[[ Given records, beginning ]]

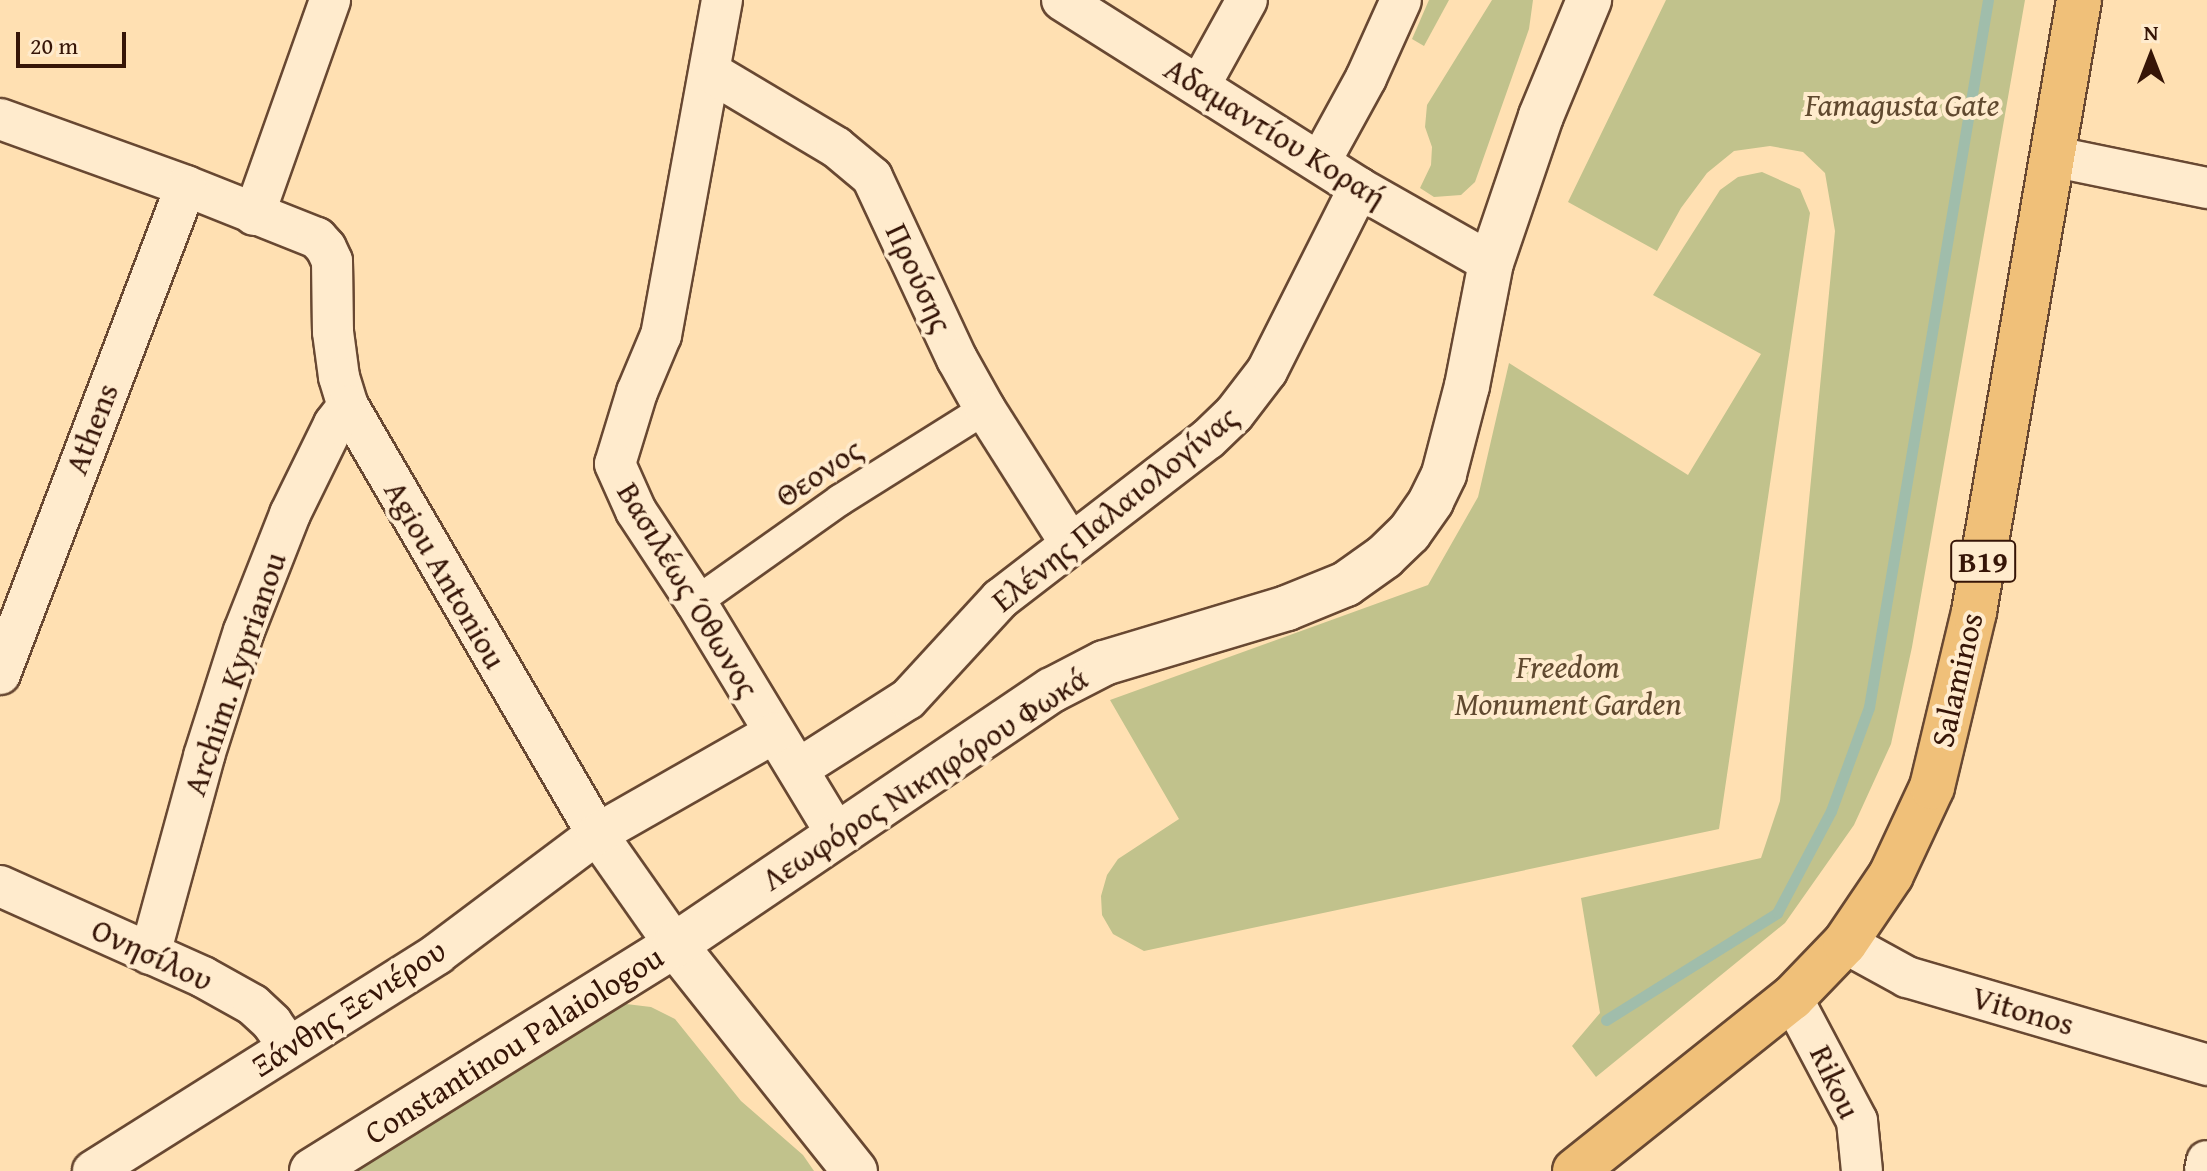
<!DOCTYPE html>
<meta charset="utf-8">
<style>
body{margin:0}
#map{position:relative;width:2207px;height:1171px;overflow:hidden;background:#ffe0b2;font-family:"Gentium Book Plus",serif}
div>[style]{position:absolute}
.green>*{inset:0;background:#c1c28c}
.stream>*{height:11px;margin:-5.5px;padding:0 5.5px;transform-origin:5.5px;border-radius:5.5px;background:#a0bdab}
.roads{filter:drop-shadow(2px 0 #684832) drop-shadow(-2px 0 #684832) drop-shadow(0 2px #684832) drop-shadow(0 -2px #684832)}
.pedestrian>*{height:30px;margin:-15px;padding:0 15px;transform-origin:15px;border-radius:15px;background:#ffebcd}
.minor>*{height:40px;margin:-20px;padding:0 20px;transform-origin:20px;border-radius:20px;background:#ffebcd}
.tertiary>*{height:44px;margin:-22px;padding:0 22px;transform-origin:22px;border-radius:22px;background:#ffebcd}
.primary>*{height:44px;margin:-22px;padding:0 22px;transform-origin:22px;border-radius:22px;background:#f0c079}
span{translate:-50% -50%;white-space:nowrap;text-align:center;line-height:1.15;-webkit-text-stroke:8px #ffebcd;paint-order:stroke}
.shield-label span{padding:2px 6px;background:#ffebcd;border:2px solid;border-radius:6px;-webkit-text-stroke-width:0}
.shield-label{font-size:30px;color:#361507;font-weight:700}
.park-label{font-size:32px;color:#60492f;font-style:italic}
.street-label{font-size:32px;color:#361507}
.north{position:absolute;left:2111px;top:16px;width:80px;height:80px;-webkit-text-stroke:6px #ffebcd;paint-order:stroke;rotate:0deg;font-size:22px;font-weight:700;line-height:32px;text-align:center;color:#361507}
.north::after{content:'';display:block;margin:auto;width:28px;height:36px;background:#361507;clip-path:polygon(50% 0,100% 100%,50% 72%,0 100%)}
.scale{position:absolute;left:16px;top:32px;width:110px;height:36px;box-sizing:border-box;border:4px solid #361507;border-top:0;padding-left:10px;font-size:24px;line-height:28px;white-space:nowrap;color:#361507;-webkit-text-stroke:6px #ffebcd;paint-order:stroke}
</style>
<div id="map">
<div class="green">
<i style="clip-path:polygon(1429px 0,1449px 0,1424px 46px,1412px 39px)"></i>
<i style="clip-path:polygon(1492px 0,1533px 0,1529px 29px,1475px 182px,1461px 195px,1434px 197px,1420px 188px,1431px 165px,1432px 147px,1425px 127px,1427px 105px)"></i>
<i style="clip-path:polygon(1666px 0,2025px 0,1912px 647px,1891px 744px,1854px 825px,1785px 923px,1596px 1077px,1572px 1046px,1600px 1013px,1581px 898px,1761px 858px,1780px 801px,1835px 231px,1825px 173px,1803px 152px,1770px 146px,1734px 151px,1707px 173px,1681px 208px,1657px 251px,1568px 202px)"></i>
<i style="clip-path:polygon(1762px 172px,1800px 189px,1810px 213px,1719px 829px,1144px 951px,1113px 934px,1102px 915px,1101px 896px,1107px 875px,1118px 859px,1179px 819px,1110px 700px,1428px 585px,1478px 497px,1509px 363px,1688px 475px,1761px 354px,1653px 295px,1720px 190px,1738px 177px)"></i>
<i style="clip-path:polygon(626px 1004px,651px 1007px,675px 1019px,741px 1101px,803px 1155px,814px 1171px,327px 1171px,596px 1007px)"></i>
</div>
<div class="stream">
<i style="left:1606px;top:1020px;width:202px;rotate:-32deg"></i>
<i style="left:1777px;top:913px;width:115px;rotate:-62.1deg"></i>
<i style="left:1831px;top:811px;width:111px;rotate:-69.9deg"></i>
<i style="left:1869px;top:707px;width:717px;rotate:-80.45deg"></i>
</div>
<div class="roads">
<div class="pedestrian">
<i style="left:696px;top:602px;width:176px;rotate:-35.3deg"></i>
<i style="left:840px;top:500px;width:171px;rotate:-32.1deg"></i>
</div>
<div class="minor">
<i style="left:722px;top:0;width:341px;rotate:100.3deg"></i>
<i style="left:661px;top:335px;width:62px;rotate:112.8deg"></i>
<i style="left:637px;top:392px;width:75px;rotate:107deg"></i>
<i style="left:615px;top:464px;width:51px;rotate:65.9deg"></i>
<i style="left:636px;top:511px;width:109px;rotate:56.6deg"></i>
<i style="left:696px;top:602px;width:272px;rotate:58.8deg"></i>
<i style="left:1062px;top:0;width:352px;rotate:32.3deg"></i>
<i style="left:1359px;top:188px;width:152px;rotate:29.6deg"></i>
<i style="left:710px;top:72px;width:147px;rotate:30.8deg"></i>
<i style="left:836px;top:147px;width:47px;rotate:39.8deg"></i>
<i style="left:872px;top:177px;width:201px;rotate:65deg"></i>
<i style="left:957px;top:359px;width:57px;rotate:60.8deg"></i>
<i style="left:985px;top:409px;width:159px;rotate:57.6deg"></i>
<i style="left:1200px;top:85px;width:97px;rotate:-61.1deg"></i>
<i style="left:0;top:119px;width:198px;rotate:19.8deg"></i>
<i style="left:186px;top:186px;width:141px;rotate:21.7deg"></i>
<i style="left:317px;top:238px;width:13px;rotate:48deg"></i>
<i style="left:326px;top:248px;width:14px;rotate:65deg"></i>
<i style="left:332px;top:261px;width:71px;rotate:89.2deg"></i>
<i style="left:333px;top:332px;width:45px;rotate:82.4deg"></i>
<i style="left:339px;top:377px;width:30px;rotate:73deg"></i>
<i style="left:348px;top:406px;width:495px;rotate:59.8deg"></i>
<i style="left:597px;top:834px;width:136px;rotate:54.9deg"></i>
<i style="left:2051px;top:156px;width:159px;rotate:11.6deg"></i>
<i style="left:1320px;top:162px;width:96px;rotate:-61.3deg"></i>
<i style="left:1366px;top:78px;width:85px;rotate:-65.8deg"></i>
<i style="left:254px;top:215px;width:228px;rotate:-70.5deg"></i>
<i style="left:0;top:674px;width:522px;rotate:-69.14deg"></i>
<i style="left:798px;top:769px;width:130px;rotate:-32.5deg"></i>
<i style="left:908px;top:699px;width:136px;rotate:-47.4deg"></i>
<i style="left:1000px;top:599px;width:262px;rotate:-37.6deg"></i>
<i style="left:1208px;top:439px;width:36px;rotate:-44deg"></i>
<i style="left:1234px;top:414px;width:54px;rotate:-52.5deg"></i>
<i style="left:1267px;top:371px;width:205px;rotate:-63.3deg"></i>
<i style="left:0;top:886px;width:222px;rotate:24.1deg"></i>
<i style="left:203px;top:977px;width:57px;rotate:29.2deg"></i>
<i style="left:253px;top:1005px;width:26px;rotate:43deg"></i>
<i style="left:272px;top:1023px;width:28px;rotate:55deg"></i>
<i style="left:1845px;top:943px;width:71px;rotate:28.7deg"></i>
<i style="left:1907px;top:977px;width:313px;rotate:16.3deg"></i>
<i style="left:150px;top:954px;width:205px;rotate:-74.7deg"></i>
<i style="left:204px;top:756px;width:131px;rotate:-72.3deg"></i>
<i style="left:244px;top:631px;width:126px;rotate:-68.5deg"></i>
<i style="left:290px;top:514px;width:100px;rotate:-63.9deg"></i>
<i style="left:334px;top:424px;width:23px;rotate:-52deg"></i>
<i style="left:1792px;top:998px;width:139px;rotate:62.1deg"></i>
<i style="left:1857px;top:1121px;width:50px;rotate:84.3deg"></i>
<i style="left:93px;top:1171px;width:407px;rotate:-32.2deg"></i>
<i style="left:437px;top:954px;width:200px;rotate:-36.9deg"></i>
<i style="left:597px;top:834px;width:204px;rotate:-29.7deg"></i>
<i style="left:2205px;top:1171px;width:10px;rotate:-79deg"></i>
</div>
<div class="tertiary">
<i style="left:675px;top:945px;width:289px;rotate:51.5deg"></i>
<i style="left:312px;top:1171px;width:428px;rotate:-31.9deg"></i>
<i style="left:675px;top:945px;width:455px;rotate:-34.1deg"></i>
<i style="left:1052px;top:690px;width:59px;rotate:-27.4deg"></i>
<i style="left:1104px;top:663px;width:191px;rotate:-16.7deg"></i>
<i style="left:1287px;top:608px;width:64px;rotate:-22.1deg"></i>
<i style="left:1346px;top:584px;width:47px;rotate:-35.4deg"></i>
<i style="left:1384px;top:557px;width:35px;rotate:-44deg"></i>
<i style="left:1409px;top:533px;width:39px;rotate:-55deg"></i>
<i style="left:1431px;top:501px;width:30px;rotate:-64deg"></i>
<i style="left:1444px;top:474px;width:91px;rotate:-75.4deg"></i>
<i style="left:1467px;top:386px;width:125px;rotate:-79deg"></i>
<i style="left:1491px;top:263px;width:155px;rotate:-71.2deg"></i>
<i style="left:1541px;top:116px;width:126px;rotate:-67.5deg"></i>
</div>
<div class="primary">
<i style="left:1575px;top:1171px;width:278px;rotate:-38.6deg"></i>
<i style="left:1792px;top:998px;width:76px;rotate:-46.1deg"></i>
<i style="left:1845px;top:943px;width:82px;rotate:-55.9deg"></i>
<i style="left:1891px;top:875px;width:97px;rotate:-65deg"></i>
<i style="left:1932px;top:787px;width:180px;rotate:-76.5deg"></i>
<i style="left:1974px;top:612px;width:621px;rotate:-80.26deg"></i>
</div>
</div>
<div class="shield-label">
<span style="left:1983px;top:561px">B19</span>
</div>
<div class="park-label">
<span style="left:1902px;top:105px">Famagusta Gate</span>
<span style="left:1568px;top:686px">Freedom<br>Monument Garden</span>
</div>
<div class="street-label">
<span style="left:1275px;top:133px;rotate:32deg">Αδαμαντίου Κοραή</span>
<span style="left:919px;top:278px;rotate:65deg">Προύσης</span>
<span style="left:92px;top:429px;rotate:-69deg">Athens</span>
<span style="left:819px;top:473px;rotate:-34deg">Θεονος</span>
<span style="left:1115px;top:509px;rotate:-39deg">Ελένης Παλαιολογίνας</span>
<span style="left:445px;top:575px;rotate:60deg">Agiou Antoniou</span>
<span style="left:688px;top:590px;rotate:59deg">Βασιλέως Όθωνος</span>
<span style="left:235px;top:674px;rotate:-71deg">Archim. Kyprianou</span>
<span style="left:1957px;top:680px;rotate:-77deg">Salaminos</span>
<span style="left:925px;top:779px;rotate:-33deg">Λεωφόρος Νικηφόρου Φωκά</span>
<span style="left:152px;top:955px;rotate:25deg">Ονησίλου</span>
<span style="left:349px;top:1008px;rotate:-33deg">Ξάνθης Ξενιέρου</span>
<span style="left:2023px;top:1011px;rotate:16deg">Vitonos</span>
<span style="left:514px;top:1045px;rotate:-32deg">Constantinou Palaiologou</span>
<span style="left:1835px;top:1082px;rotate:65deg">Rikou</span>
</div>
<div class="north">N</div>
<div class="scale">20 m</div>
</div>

[[ Given records, end ]]
[[ Given records, beginning ]]

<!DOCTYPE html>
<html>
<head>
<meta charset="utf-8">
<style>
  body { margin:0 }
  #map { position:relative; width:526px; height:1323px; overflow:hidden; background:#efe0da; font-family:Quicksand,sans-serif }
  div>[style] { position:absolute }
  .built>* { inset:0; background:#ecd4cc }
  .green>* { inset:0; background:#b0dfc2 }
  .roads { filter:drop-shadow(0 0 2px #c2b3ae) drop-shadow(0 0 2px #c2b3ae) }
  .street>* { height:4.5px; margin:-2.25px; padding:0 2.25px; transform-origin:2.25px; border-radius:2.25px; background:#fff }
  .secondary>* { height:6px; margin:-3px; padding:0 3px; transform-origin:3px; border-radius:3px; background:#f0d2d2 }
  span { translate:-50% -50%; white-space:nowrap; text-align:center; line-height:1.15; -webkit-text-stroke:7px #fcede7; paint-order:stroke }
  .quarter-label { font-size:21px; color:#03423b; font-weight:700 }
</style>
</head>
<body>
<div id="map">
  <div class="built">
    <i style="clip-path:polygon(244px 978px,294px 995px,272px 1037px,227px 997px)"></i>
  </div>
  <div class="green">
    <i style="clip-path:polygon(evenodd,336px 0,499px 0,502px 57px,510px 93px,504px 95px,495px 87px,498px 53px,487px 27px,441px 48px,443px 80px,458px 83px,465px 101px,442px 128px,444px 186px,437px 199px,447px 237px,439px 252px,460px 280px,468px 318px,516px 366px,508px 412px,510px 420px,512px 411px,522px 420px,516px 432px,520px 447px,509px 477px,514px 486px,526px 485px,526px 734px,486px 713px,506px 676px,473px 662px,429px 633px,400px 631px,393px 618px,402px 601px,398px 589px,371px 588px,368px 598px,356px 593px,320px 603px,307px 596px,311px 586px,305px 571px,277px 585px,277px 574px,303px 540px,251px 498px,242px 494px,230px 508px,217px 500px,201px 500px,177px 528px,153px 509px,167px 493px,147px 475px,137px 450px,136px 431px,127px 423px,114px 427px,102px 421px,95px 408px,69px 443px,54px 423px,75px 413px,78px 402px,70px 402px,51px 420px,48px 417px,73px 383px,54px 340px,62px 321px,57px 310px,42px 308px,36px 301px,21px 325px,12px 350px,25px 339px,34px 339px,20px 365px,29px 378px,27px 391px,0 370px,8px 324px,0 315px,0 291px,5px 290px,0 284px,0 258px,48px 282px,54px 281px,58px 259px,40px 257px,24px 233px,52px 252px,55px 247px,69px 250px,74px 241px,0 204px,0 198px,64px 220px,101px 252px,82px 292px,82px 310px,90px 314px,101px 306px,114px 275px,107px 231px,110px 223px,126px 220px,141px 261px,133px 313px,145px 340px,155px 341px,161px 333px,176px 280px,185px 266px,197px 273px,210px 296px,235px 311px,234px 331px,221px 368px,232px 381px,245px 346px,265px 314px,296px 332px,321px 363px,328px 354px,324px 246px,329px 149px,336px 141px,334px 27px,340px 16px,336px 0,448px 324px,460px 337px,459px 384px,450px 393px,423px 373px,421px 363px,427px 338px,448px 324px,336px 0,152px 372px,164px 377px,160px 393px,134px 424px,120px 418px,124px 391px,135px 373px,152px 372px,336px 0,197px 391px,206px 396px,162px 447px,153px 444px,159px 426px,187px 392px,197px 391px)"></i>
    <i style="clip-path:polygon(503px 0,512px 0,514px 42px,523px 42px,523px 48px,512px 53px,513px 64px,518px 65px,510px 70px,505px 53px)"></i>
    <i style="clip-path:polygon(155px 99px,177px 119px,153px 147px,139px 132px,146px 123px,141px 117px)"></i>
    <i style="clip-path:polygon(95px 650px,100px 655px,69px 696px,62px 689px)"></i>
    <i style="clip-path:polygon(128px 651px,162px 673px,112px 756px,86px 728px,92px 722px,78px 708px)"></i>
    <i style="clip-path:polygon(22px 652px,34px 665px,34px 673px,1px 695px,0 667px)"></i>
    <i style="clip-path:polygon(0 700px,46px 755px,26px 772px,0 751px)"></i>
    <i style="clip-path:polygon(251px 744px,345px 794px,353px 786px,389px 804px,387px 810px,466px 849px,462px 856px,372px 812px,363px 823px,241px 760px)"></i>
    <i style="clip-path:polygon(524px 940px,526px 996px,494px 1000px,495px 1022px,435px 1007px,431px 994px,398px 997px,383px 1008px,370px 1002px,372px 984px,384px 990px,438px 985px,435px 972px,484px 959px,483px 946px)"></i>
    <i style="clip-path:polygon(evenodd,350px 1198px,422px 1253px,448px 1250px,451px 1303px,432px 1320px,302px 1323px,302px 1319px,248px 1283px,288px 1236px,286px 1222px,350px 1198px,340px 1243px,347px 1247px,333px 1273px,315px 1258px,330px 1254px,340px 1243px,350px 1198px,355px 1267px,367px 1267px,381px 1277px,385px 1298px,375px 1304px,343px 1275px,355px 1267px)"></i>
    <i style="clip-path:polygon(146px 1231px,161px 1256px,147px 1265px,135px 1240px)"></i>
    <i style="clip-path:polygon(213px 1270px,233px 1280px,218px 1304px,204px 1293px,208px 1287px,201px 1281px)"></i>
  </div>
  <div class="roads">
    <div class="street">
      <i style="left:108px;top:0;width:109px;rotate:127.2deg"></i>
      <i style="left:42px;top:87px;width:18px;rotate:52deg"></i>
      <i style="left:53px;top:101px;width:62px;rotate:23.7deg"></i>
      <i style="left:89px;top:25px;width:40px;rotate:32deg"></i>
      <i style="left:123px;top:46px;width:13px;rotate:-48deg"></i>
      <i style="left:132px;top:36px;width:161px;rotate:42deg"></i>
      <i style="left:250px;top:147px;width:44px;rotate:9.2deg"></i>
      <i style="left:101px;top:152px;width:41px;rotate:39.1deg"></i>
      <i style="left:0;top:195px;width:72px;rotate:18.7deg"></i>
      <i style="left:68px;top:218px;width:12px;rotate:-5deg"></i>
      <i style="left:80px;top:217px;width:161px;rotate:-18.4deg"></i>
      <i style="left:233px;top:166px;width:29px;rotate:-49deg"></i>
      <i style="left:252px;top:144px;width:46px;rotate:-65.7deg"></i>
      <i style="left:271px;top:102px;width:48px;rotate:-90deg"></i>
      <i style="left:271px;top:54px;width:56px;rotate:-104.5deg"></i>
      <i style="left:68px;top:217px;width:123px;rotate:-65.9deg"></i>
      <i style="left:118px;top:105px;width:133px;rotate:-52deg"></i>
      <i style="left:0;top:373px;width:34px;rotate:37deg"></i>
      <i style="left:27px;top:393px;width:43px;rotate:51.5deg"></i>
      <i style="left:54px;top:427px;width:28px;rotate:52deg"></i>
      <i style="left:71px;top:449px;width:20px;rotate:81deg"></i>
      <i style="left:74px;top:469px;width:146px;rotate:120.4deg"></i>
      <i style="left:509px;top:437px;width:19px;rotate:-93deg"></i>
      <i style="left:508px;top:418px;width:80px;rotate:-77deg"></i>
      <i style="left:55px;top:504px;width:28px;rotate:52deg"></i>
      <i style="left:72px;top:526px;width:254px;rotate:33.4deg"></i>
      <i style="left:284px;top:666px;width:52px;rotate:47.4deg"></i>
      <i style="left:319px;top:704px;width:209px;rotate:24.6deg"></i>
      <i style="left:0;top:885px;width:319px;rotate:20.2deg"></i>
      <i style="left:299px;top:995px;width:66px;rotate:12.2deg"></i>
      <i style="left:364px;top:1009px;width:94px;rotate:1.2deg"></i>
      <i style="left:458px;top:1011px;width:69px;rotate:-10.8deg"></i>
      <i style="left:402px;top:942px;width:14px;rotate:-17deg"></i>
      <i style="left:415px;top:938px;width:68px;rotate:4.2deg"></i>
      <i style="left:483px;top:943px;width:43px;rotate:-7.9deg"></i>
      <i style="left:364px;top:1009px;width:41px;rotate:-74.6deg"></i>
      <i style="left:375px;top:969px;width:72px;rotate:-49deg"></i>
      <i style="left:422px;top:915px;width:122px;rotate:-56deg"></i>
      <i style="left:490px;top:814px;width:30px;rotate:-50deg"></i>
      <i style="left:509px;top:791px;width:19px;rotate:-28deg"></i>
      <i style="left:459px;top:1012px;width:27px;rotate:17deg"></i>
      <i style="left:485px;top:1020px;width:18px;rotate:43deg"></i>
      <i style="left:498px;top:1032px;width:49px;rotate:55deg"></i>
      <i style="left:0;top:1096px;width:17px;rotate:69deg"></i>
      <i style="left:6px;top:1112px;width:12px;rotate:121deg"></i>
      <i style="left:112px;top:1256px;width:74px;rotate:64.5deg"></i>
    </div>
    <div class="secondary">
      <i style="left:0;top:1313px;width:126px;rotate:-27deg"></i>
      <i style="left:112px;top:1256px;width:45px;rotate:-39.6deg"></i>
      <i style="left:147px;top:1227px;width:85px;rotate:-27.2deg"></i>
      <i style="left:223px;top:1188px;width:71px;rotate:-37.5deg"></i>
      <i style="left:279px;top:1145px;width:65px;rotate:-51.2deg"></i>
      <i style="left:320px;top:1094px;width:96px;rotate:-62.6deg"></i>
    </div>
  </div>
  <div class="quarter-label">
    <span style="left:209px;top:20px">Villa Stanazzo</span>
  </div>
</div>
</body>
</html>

[[ Given records, end ]]

Copy out all the lines of the records that include "filter".

.roads{filter:drop-shadow(2px 0 #684832) drop-shadow(-2px 0 #684832) drop-shadow(0 2px #684832) drop-shadow(0 -2px #684832)}
  .roads { filter:drop-shadow(0 0 2px #c2b3ae) drop-shadow(0 0 2px #c2b3ae) }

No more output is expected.